[[ SOURCE MATERIAL open ]]

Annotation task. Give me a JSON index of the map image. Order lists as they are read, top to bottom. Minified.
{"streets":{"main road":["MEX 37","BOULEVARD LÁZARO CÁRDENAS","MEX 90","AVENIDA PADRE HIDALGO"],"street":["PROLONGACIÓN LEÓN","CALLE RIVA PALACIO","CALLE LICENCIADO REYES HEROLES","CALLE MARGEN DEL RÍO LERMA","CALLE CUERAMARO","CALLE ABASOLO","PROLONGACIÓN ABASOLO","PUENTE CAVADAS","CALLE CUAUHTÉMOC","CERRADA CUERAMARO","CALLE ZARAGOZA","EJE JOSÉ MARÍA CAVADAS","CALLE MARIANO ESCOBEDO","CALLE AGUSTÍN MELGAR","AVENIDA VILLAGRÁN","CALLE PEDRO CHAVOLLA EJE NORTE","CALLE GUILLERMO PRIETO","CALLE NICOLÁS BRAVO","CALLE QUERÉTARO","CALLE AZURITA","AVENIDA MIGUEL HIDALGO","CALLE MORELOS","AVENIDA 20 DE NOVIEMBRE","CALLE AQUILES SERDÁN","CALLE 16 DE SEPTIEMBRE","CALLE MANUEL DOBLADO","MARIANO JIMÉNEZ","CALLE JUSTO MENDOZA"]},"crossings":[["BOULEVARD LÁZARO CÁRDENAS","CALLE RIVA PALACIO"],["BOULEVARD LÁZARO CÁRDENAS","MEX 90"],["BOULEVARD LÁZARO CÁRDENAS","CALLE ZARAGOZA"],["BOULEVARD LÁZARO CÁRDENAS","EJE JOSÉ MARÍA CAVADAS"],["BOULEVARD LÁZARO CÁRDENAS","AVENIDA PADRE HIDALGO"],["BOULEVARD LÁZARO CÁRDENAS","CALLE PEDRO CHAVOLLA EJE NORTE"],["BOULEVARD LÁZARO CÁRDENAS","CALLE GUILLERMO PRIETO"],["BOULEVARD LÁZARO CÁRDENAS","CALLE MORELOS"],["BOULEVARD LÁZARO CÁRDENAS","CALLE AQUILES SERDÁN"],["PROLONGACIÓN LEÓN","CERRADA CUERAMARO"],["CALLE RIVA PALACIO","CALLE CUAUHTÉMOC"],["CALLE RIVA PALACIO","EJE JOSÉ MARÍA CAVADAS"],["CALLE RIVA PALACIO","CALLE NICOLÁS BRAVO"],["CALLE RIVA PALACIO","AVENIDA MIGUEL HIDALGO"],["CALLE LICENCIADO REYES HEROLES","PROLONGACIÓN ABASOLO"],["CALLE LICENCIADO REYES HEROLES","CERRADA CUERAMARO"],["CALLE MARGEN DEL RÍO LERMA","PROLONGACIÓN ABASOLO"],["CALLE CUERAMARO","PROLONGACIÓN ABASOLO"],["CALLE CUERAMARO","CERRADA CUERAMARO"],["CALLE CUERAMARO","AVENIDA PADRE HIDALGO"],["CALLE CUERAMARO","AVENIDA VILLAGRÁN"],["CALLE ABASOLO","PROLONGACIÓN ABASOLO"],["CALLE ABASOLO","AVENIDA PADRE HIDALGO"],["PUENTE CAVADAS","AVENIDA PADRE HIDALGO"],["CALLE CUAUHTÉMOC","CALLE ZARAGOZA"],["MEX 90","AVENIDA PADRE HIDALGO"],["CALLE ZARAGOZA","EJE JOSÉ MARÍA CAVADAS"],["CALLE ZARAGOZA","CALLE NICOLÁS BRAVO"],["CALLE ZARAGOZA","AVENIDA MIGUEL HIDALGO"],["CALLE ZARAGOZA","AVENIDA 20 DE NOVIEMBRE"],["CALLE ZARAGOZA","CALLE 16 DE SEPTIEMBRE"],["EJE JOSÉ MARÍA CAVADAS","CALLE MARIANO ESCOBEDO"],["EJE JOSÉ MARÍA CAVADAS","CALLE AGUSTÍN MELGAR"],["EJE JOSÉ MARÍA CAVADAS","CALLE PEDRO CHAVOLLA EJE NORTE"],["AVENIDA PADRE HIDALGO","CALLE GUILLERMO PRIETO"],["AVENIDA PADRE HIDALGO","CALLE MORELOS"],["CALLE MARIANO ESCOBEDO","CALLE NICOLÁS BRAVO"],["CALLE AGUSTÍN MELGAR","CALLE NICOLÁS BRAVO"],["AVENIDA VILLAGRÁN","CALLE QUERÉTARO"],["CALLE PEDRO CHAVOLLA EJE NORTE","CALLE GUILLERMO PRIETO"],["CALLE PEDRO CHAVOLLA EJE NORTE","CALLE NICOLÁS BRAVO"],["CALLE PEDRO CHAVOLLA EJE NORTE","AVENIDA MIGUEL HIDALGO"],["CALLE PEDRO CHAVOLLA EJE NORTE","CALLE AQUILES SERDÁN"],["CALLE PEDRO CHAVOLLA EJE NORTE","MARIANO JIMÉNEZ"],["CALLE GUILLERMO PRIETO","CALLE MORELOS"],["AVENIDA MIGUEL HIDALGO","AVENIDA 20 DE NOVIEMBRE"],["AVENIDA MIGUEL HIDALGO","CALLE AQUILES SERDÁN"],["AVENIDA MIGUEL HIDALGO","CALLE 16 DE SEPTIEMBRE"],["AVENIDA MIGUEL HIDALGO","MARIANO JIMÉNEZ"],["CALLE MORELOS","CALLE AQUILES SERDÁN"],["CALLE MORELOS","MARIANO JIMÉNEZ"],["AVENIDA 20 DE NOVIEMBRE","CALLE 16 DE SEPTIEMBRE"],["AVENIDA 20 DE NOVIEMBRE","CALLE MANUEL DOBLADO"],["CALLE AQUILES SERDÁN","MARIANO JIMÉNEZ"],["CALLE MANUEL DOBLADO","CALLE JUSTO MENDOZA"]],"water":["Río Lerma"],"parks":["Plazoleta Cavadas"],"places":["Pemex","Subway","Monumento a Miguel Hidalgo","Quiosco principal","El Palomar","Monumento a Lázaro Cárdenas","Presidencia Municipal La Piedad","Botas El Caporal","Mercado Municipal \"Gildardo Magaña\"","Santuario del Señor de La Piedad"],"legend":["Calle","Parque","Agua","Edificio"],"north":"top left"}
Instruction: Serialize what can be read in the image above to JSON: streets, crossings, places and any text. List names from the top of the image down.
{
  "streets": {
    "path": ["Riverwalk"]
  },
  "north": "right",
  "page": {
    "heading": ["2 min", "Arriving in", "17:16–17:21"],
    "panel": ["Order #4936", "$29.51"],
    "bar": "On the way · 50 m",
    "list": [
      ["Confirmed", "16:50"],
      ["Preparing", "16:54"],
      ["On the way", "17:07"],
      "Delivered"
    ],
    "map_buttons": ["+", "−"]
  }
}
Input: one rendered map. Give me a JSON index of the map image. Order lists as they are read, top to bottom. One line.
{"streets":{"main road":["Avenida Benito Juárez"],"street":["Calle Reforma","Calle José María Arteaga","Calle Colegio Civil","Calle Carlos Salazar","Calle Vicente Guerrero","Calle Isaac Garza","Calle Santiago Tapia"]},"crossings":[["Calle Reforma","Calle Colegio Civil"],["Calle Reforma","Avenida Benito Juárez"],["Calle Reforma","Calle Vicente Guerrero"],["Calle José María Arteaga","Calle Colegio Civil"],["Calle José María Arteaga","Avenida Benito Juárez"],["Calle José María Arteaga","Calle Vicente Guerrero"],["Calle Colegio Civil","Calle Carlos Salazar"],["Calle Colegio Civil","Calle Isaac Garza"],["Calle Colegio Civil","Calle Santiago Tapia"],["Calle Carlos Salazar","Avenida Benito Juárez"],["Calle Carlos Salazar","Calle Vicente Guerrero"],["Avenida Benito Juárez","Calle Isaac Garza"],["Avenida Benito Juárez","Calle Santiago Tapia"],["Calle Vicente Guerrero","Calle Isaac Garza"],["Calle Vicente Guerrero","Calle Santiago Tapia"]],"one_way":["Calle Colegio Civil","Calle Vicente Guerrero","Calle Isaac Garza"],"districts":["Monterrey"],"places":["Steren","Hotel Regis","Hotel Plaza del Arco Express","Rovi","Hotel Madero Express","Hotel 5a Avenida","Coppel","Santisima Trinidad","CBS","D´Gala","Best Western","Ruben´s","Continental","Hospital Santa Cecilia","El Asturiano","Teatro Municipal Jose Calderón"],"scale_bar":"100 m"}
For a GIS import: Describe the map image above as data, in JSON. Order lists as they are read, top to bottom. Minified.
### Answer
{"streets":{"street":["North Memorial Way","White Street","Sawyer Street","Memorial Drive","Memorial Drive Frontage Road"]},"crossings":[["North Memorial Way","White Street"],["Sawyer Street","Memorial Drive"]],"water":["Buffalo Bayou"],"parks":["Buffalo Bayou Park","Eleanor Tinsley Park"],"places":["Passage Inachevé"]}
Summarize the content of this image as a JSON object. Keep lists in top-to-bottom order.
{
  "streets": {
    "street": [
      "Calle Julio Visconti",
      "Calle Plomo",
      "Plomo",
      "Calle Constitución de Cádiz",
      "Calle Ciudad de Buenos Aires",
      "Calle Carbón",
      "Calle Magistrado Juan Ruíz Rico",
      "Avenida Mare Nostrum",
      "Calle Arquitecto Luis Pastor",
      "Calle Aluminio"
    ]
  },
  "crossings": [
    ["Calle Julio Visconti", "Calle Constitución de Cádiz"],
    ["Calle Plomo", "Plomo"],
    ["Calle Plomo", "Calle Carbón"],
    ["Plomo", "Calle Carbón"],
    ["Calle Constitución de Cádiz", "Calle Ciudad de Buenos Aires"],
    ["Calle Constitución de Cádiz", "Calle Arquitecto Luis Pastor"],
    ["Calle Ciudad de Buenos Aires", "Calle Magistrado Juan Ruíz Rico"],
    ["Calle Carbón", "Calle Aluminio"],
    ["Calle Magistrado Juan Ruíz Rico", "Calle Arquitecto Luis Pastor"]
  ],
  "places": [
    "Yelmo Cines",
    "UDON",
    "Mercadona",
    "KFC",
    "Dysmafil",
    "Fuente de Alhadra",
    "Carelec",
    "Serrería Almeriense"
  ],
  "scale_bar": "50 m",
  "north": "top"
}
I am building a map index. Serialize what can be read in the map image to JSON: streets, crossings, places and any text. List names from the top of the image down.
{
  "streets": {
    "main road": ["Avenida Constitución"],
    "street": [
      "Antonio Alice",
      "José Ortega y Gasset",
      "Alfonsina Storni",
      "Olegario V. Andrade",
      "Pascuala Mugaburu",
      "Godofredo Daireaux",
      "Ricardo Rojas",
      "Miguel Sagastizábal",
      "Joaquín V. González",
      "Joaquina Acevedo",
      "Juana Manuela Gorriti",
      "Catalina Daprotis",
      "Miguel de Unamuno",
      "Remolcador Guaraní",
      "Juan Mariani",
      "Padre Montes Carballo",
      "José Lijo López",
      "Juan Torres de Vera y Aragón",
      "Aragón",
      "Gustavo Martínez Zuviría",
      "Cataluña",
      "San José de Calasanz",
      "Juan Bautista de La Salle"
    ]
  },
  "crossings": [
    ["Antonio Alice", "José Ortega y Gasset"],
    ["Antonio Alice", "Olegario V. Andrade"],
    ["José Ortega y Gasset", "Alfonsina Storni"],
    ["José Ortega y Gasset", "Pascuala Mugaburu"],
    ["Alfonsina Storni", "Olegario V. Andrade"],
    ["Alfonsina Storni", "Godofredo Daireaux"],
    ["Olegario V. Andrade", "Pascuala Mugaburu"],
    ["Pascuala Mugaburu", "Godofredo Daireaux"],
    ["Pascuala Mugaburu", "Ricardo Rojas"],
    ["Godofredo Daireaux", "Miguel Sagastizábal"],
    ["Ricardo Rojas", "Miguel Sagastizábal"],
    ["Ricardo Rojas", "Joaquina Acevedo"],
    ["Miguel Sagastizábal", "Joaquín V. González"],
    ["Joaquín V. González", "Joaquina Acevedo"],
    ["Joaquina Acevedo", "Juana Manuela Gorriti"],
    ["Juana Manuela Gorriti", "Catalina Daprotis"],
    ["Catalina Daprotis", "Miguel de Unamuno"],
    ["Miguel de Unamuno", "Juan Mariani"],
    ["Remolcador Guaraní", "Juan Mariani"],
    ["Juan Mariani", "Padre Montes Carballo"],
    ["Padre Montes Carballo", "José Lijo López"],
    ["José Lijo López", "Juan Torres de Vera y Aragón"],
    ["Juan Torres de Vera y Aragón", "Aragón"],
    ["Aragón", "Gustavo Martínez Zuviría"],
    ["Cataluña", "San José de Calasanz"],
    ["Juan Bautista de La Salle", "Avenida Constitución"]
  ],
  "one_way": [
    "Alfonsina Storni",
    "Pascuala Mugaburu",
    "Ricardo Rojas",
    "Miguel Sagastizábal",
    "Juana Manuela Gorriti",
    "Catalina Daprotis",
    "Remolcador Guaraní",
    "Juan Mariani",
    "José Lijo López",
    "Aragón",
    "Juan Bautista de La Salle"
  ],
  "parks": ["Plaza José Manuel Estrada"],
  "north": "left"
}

[[ SOURCE MATERIAL closed ]]

_EXERCISE GOAL_
Look through the data above and report every line in which "Montes" appears.

_OUTPUT FOR THIS EXERCISE_
      "Padre Montes Carballo",
    ["Juan Mariani", "Padre Montes Carballo"],
    ["Padre Montes Carballo", "José Lijo López"],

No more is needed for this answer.